- _What you have to do_
Please count, in the material below, each line containing "Input", and report only the number.

________________

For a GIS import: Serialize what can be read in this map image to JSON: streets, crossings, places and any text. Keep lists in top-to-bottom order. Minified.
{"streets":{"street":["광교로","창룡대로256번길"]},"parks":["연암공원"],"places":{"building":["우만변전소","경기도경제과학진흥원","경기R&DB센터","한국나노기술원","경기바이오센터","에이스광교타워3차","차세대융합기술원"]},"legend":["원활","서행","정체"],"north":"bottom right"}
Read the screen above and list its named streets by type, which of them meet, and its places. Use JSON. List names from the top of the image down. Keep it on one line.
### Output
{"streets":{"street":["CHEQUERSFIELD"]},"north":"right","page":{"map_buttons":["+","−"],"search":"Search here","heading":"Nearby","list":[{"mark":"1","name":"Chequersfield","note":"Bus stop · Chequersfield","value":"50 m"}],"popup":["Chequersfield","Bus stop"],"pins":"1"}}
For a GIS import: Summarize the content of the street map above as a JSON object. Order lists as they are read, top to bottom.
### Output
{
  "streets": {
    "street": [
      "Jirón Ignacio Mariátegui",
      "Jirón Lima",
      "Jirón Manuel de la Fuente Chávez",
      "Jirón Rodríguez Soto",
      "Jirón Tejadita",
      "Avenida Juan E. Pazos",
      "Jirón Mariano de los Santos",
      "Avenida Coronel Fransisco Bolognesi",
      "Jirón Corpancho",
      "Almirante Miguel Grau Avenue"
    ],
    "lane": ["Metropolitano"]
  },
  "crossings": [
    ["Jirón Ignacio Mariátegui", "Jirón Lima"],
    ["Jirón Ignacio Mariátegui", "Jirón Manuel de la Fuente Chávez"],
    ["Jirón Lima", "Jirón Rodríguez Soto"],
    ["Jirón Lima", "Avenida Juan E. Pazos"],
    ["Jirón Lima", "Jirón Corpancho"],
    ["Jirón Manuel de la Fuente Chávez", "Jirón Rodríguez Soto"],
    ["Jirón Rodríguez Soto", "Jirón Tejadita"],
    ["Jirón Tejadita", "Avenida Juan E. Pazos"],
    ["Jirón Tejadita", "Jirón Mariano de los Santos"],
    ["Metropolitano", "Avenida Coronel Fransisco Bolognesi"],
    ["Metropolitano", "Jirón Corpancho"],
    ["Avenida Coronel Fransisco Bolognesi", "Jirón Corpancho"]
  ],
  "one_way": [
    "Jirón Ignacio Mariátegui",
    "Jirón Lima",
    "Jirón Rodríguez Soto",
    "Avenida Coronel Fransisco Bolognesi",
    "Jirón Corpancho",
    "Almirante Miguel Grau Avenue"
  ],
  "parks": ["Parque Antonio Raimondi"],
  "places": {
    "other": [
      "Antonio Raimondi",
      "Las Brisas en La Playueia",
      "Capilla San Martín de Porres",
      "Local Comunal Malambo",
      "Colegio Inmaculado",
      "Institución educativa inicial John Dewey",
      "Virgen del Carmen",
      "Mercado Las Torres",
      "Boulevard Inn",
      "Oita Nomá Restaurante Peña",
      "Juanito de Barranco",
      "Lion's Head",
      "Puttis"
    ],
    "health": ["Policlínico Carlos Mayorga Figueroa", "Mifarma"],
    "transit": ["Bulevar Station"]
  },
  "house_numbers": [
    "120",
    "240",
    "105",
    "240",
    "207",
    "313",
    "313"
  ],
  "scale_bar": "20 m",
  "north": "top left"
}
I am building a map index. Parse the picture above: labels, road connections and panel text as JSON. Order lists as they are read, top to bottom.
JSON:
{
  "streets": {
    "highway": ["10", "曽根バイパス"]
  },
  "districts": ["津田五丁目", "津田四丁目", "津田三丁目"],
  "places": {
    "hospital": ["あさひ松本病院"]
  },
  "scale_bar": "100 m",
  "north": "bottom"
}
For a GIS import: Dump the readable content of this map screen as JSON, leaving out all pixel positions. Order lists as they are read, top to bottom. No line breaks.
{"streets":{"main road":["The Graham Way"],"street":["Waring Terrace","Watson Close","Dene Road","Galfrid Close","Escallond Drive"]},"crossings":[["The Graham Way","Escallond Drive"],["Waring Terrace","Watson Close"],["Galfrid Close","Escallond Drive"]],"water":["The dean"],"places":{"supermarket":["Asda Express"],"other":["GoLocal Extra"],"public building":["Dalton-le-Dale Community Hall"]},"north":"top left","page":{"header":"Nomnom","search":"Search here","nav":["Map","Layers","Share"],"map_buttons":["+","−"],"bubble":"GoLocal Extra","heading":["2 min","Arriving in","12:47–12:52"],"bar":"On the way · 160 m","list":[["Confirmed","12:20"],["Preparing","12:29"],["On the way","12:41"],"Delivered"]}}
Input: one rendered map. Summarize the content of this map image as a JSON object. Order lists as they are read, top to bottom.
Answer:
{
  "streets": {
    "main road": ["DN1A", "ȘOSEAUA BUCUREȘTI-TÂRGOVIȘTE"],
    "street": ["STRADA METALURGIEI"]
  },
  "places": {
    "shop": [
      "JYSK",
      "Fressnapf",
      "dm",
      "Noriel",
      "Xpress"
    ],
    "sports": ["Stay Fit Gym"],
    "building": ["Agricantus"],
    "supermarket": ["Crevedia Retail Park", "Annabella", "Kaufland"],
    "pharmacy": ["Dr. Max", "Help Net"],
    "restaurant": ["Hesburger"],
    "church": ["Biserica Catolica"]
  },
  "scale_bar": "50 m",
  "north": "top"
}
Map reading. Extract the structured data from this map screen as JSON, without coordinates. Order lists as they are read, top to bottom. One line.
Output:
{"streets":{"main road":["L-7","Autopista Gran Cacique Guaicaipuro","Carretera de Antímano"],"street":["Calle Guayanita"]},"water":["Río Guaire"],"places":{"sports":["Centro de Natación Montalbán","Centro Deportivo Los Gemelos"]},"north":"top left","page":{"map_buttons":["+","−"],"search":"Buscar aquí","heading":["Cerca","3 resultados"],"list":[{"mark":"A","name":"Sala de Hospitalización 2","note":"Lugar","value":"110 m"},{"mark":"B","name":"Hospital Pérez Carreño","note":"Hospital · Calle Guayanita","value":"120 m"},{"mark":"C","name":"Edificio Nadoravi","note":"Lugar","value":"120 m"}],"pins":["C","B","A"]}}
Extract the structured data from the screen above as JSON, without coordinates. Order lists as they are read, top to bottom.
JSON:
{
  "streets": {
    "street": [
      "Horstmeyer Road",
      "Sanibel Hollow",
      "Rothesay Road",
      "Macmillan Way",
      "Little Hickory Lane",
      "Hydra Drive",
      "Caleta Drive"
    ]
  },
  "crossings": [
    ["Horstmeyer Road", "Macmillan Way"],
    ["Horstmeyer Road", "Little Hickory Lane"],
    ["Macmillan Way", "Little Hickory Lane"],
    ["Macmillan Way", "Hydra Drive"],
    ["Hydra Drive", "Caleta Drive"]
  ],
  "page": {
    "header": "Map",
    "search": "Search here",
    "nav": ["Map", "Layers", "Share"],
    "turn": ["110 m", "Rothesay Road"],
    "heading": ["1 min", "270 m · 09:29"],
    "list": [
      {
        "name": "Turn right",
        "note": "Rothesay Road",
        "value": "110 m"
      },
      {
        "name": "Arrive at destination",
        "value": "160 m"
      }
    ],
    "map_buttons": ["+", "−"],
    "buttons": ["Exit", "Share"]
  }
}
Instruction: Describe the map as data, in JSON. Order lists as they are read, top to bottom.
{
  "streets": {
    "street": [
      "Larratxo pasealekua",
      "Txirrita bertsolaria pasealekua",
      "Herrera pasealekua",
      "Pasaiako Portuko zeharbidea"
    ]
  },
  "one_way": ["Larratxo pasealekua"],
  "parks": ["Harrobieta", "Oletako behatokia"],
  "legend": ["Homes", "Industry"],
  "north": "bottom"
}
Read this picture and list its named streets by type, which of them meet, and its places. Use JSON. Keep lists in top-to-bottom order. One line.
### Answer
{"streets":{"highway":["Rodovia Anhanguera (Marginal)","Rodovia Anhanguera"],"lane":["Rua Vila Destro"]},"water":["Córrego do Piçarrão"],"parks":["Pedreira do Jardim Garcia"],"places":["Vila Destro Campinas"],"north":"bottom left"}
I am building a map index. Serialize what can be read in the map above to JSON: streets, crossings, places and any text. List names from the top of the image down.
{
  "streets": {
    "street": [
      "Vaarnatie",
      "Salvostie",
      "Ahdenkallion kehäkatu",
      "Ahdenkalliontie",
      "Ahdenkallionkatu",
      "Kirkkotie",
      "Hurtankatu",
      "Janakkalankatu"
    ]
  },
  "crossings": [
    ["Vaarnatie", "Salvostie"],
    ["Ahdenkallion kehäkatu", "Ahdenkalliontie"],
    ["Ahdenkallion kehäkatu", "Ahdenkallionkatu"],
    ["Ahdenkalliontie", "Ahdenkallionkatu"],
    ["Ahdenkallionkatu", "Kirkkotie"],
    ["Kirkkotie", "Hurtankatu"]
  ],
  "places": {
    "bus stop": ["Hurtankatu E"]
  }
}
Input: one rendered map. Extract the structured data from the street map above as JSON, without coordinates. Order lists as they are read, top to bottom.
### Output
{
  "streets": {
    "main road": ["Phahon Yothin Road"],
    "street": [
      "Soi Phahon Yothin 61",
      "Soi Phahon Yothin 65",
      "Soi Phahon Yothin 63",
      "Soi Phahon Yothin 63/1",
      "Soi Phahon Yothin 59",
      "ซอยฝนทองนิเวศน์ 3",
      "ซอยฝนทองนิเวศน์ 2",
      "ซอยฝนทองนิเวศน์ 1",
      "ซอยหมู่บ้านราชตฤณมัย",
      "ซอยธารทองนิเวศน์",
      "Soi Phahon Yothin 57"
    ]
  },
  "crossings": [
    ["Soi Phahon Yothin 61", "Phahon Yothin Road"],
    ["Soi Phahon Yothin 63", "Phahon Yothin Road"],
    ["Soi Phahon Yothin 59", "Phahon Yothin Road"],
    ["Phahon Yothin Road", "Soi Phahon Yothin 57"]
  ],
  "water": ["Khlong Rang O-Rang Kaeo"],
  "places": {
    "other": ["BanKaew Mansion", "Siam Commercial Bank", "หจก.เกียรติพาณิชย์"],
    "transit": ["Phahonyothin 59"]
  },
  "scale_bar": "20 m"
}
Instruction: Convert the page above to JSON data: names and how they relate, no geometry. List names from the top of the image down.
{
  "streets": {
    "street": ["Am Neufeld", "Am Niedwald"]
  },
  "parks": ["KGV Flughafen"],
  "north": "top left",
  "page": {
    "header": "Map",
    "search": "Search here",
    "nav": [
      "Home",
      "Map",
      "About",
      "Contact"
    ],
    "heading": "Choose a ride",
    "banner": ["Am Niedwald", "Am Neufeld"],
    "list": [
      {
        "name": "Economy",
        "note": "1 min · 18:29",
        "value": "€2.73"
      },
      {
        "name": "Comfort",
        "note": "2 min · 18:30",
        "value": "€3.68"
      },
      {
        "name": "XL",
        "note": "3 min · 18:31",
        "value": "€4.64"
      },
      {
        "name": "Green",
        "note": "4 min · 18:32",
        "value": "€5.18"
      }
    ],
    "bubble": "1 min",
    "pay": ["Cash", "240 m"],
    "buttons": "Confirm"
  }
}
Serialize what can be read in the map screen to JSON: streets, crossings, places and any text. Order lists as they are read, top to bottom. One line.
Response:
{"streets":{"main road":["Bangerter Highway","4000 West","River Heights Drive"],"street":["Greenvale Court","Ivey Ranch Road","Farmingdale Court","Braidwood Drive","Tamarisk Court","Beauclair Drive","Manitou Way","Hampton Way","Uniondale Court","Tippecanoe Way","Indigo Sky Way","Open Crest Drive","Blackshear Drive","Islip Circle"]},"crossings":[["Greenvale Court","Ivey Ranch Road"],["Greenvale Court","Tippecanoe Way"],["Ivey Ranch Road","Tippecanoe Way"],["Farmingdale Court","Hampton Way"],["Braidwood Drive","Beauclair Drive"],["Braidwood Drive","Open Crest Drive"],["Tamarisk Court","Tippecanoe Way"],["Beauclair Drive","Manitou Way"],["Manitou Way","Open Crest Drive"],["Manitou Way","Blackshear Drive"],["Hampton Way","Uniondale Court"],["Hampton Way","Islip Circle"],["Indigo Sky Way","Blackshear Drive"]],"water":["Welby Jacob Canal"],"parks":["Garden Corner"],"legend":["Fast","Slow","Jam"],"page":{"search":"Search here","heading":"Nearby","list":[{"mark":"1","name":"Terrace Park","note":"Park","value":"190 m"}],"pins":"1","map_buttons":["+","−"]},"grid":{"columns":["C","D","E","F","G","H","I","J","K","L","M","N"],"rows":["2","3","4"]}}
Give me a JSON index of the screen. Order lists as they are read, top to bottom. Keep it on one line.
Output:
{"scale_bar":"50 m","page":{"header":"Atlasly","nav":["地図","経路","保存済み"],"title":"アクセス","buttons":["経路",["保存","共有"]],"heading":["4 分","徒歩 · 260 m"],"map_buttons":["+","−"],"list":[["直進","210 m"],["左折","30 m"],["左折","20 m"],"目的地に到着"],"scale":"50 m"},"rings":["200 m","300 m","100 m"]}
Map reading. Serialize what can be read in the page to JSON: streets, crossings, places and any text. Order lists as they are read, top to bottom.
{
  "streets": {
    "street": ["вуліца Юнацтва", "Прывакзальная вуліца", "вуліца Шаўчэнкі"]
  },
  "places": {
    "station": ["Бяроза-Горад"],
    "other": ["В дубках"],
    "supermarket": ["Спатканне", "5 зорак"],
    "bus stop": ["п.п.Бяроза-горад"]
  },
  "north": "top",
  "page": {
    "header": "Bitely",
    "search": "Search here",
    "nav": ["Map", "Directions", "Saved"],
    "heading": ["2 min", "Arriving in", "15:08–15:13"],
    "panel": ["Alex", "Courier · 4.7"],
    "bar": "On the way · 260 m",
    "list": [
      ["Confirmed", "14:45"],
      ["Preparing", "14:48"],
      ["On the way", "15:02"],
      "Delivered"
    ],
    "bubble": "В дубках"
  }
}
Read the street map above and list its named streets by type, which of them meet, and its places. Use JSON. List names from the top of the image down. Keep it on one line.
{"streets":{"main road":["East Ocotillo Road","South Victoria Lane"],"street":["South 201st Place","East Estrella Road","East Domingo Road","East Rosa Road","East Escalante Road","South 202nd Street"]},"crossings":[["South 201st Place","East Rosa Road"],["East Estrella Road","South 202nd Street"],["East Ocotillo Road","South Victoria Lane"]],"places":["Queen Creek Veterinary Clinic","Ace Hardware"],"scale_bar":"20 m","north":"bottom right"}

________________

- _Answer section_
2